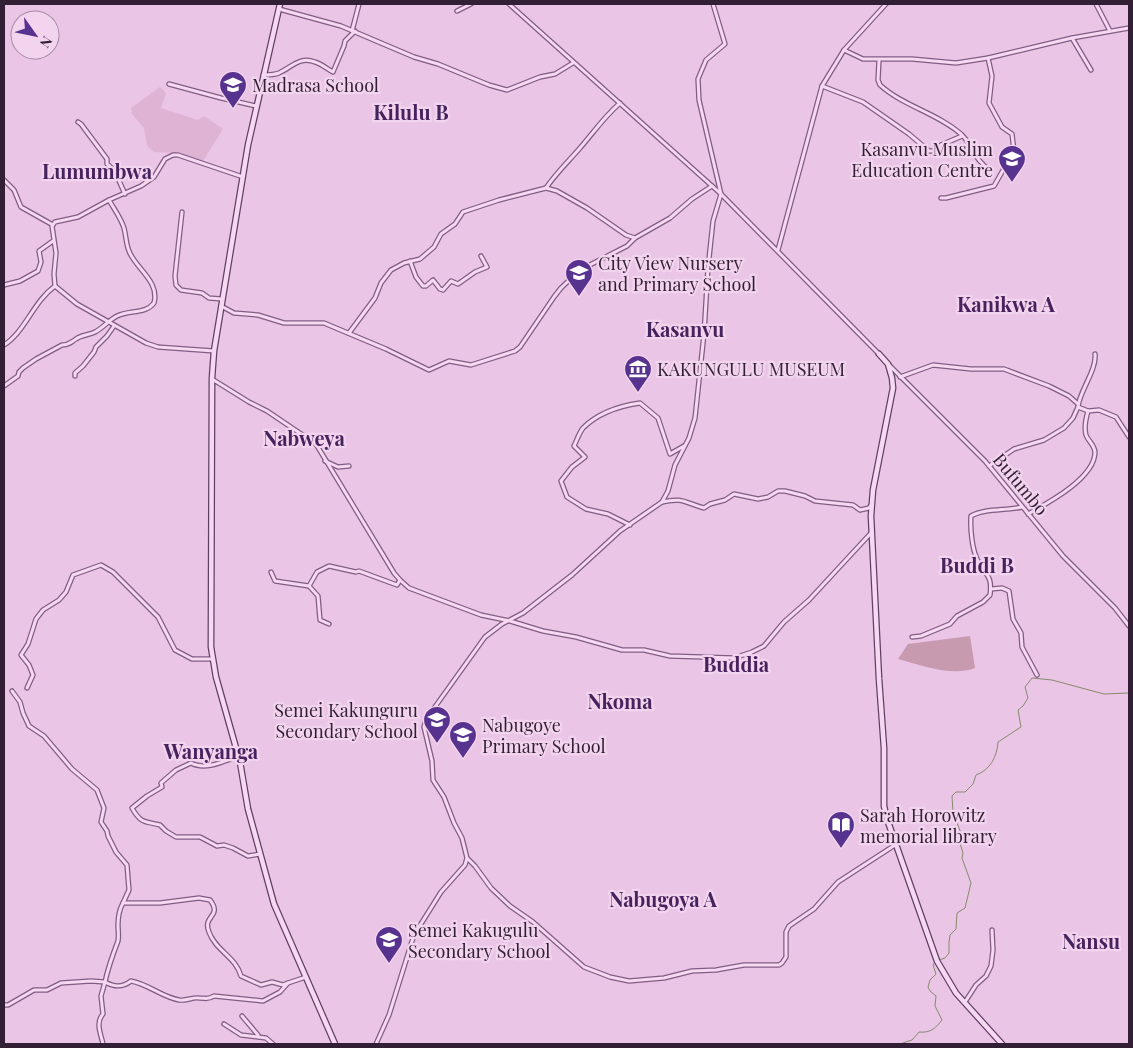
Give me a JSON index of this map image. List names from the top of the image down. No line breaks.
{"streets":{"street":["Bufumbo"]},"districts":["Kilulu B","Lumumbwa","Kanikwa A","Kasanvu","Nabweya","Buddi B","Buddia","Nkoma","Wanyanga","Nabugoya A","Nansu"],"places":{"school or university":["Madrasa School","Kasanvu Muslim Education Centre","City View Nursery and Primary School","Semei Kakunguru Secondary School","Nabugoye Primary School","Semei Kakugulu Secondary School"],"museum":["KAKUNGULU MUSEUM"],"library":["Sarah Horowitz memorial library"]},"north":"bottom right"}
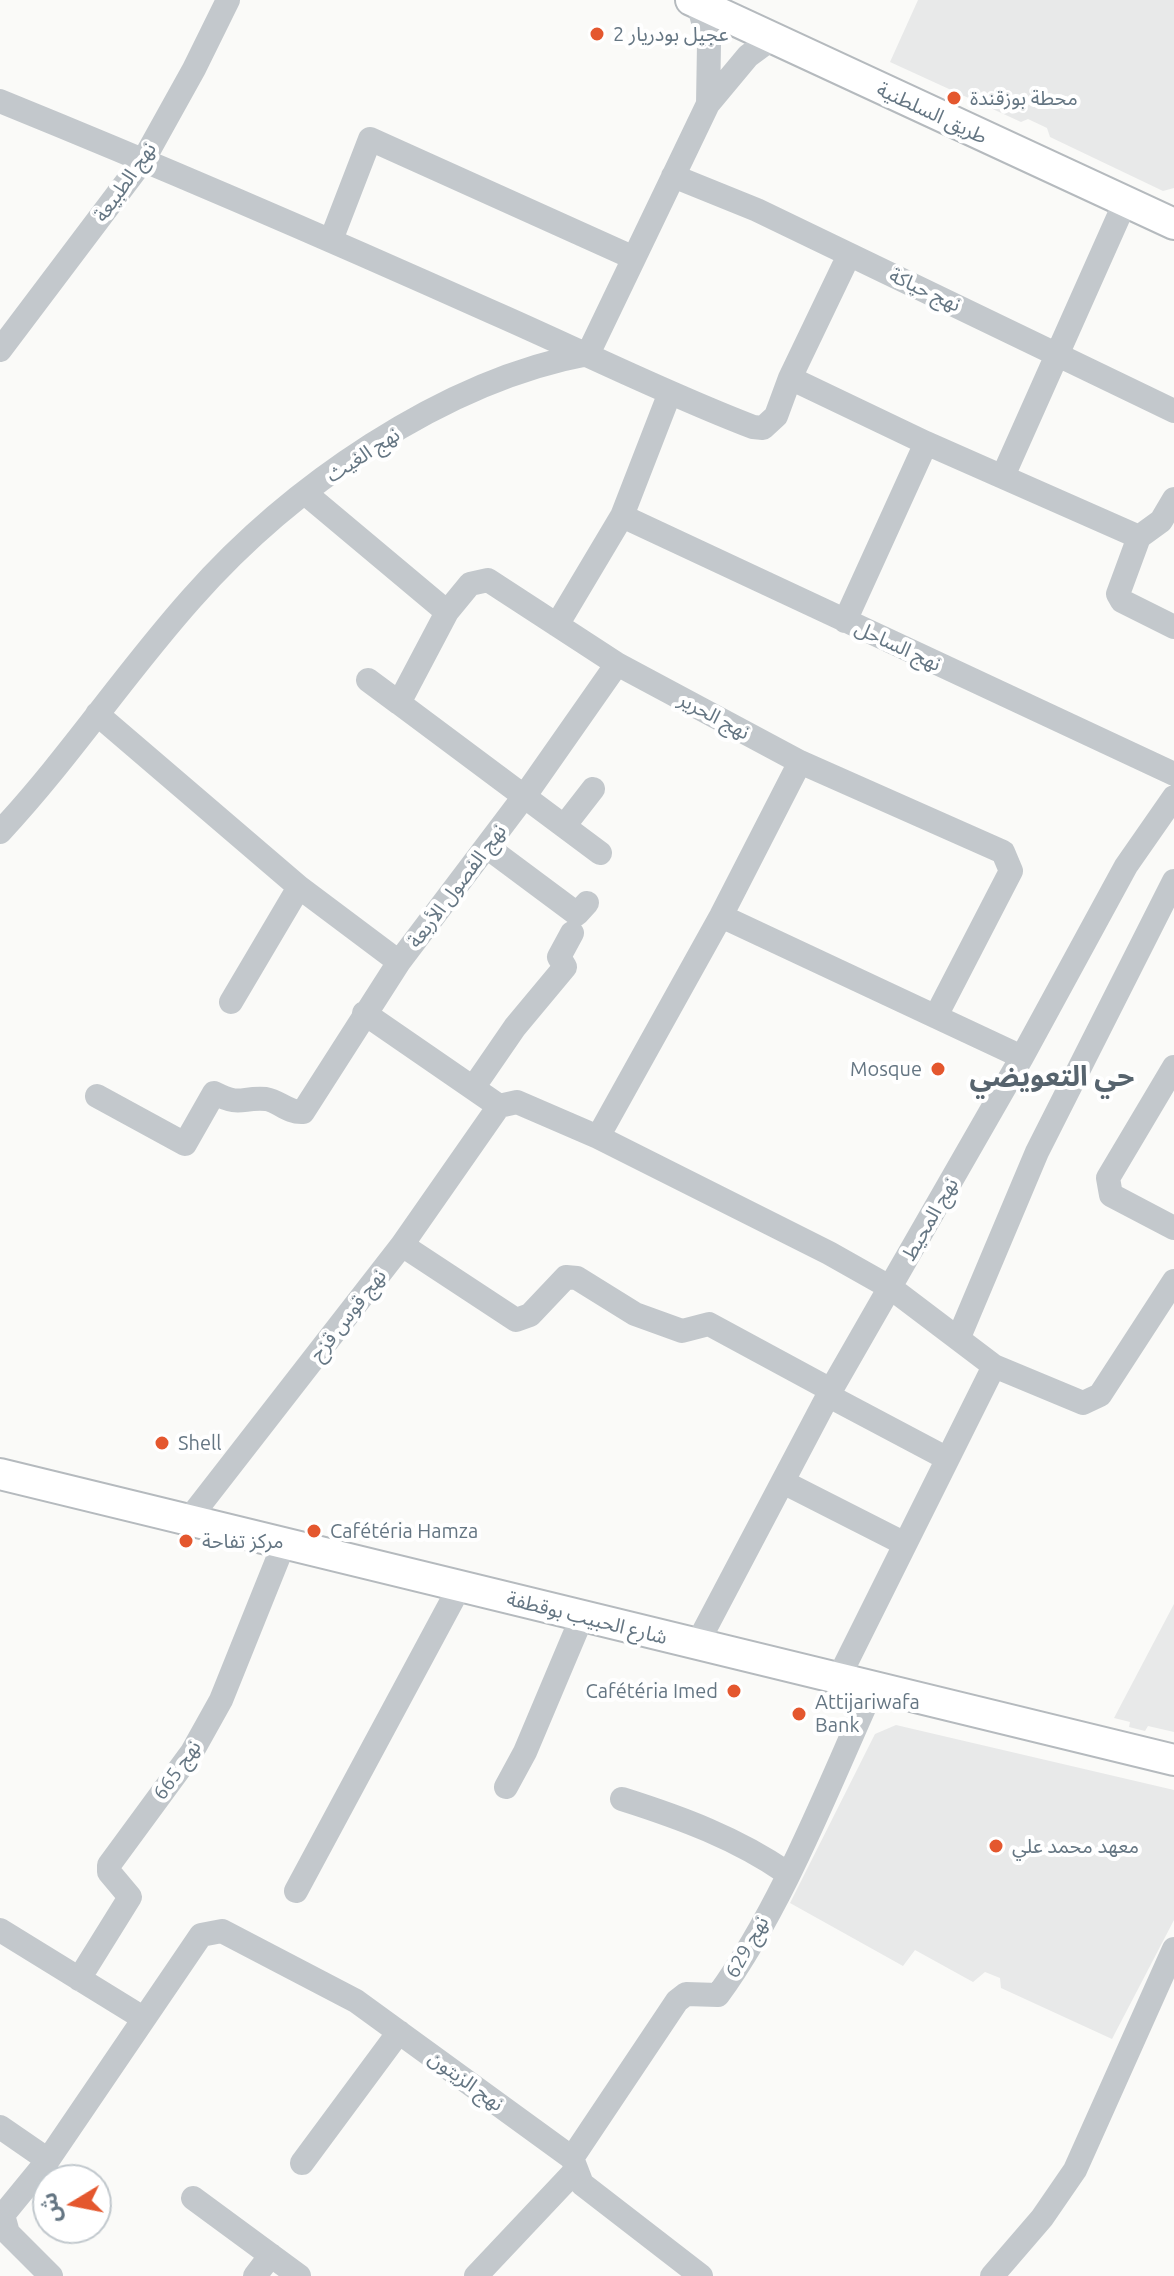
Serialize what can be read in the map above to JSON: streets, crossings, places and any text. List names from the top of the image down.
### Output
{
  "streets": {
    "main road": ["طريق السلطنية", "شارع الحبيب بوقطفة"],
    "street": [
      "نهج الطبيعة",
      "نهج حياكة",
      "نهج الغيث",
      "نهج الساحل",
      "نهج الحرير",
      "نهج الفصول الأربعة",
      "نهج المحيط",
      "نهج قوس قزح",
      "نهج 665",
      "نهج 629",
      "نهج الزيتون"
    ]
  },
  "crossings": [
    ["نهج الحرير", "نهج الفصول الأربعة"],
    ["نهج المحيط", "شارع الحبيب بوقطفة"],
    ["نهج قوس قزح", "شارع الحبيب بوقطفة"],
    ["شارع الحبيب بوقطفة", "نهج 665"],
    ["شارع الحبيب بوقطفة", "نهج 629"],
    ["نهج 629", "نهج الزيتون"]
  ],
  "districts": ["حي التعويضي"],
  "places": [
    "عجيل بودريار 2",
    "محطة بوزقندة",
    "Mosque",
    "Shell",
    "Cafétéria Hamza",
    "مركز تفاحة",
    "Cafétéria Imed",
    "Attijariwafa Bank",
    "معهد محمد علي"
  ],
  "north": "left"
}
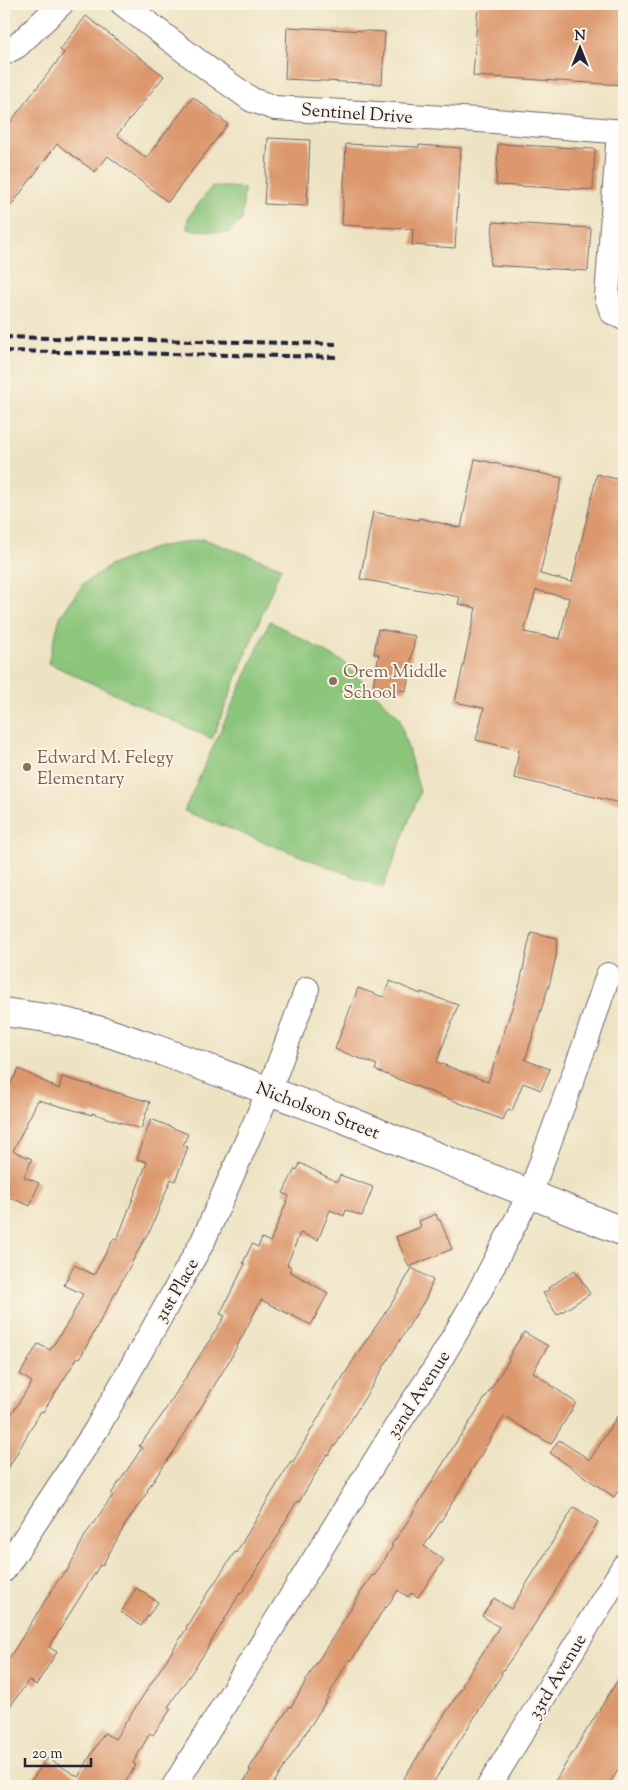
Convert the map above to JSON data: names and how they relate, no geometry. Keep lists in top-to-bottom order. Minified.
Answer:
{"streets":{"street":["Sentinel Drive","Nicholson Street","31st Place","32nd Avenue","33rd Avenue"]},"crossings":[["Nicholson Street","31st Place"],["Nicholson Street","32nd Avenue"]],"places":["Orem Middle School","Edward M. Felegy Elementary"],"scale_bar":"20 m","north":"top"}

====

- [Required action] What is needed is every record above, returned exactly, with the pictures omitted.

- [Completed task]
Give me a JSON index of this map image. List names from the top of the image down. No line breaks.
{"streets":{"street":["Bufumbo"]},"districts":["Kilulu B","Lumumbwa","Kanikwa A","Kasanvu","Nabweya","Buddi B","Buddia","Nkoma","Wanyanga","Nabugoya A","Nansu"],"places":{"school or university":["Madrasa School","Kasanvu Muslim Education Centre","City View Nursery and Primary School","Semei Kakunguru Secondary School","Nabugoye Primary School","Semei Kakugulu Secondary School"],"museum":["KAKUNGULU MUSEUM"],"library":["Sarah Horowitz memorial library"]},"north":"bottom right"}
Serialize what can be read in the map above to JSON: streets, crossings, places and any text. List names from the top of the image down.
### Output
{
  "streets": {
    "main road": ["طريق السلطنية", "شارع الحبيب بوقطفة"],
    "street": [
      "نهج الطبيعة",
      "نهج حياكة",
      "نهج الغيث",
      "نهج الساحل",
      "نهج الحرير",
      "نهج الفصول الأربعة",
      "نهج المحيط",
      "نهج قوس قزح",
      "نهج 665",
      "نهج 629",
      "نهج الزيتون"
    ]
  },
  "crossings": [
    ["نهج الحرير", "نهج الفصول الأربعة"],
    ["نهج المحيط", "شارع الحبيب بوقطفة"],
    ["نهج قوس قزح", "شارع الحبيب بوقطفة"],
    ["شارع الحبيب بوقطفة", "نهج 665"],
    ["شارع الحبيب بوقطفة", "نهج 629"],
    ["نهج 629", "نهج الزيتون"]
  ],
  "districts": ["حي التعويضي"],
  "places": [
    "عجيل بودريار 2",
    "محطة بوزقندة",
    "Mosque",
    "Shell",
    "Cafétéria Hamza",
    "مركز تفاحة",
    "Cafétéria Imed",
    "Attijariwafa Bank",
    "معهد محمد علي"
  ],
  "north": "left"
}
Convert the map above to JSON data: names and how they relate, no geometry. Keep lists in top-to-bottom order. Minified.
Answer:
{"streets":{"street":["Sentinel Drive","Nicholson Street","31st Place","32nd Avenue","33rd Avenue"]},"crossings":[["Nicholson Street","31st Place"],["Nicholson Street","32nd Avenue"]],"places":["Orem Middle School","Edward M. Felegy Elementary"],"scale_bar":"20 m","north":"top"}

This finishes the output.